MRI-Monitored ACDF procedure. Surgery was performed on the MRI table, with the patient positioned head-first, and the neck less than 0.5 m from the bore. (A) Side view, showing patient after first MRI imaging session, but prior to surgery. (B) Top view, showing surgeon, assistant, and device nurse, while operating, as well as the sterile table with the MRI-compatible ACDF tool-set (red arrow). (C) Front view, showing 8-inch elevated work platform (yellow arrow), enabling comfortable performance of surgery, despite the MRI table being higher than conventional operating tables.

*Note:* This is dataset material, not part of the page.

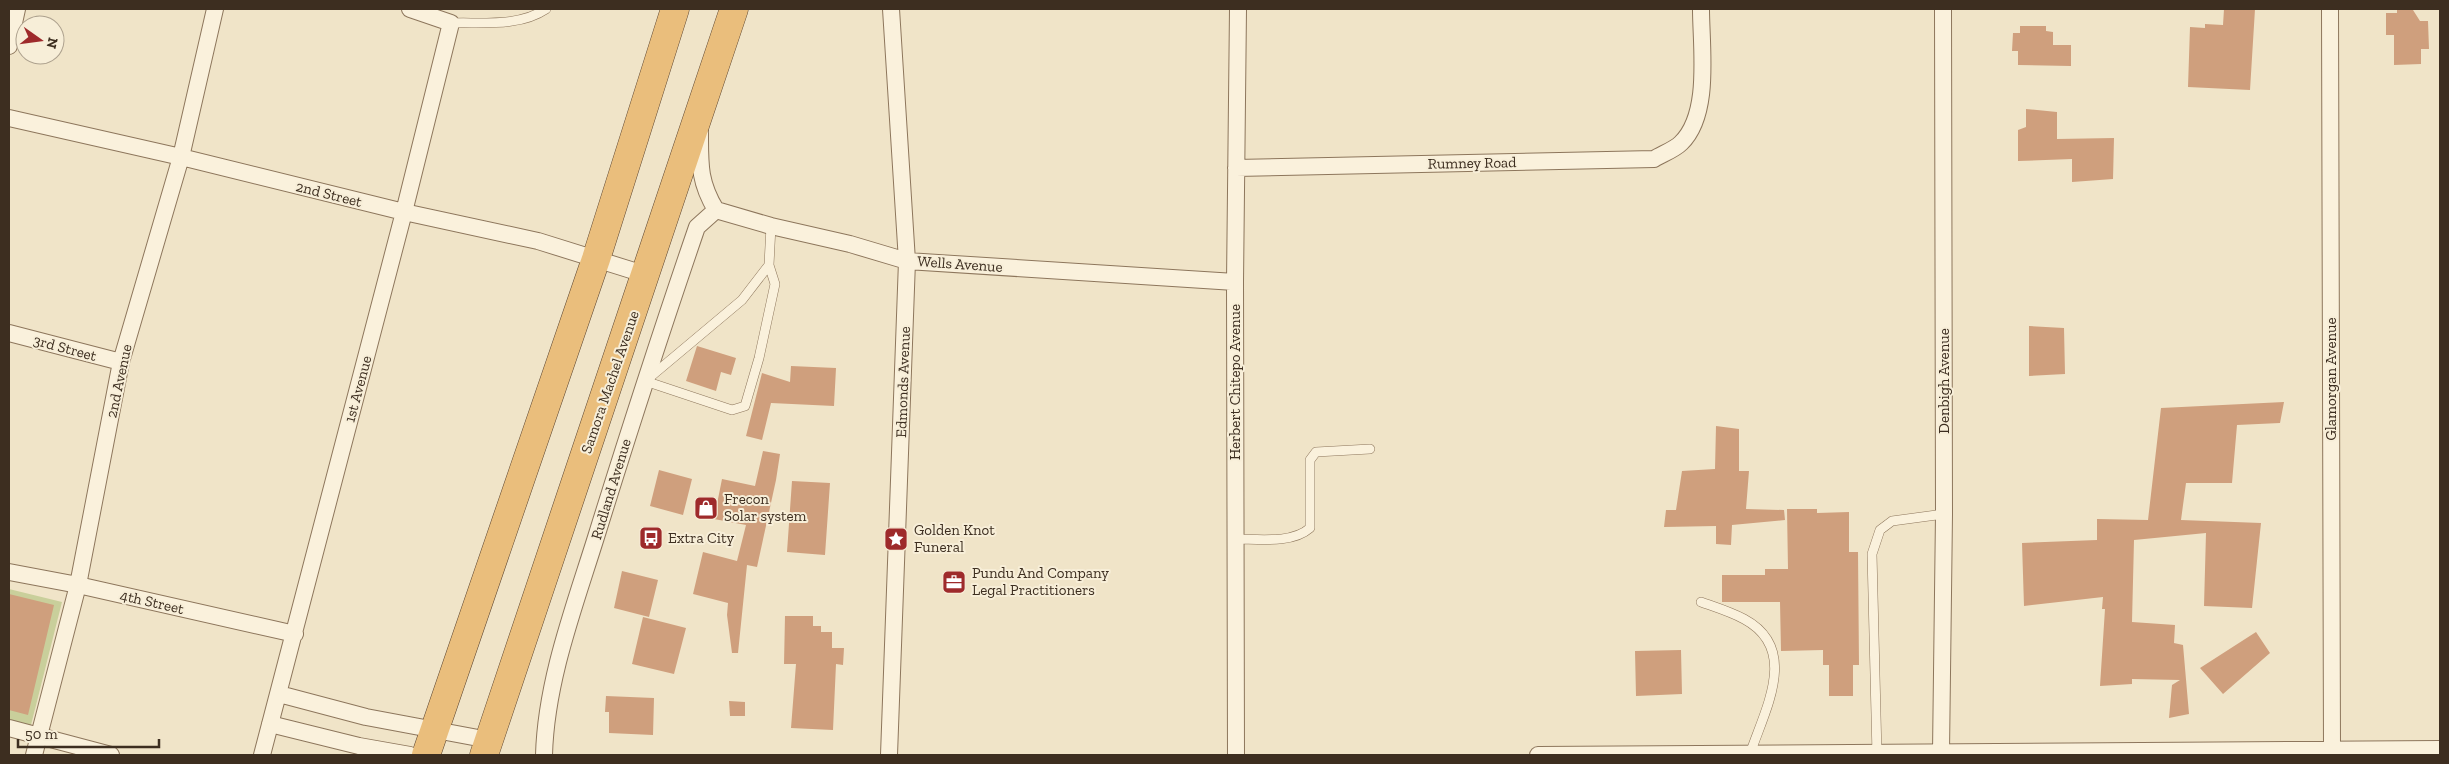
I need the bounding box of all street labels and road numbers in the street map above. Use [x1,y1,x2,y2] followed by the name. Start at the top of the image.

T2-weighted FSE images acquired at phases I-IV of the ACDF procedure in a patient. (A) Sagittal mide cord slice, and (B) two neighboring axial slices (slightly above-disc-level and mid-disc-level). Targetted (and later resected) herniated disc location is denoted with red arrows. Note that (a) this patient had three herniated discs, and only the middle disc was resected, (b) the displaced trachea (yellow arrows) on axial images obtained in phases II-IV . FSE parameters: TR/TE=2500/84ms, ETL=18, FOV 19x19 cm,320x256,260 Hz/pxl, 2.0 mm sw, 3:36 min.

Patient 3D coronal spectral-fat-suppressed Wide-Band-SSFP ("neurography") images acquired after phase IV. (A) Slices reformatted along the axial direction, spanning from (i) superior to resected disc to (viii) inferior to resected disc. (B) Slices reformatted along sagittal direction, spanning the spinal cord from left (i) to right (xii). Red arrows mark level of resected disc. Wide-Band-SSFP parameters: spectral fat-suppression, TR/TELong/TEShort/flip-angle=5.4/2.7/1.2ms/250, FOV 18x18cm, 384x384,1.5 mm sw,407 hz/pxl, 52 slices/vol, 5:34 min. Note (a) visualization of CSF flow anterior to cord at the level of resection (axial images), (b) excellent nerve visualization, and (c) black holes marking location of retractor screws (sagittal images).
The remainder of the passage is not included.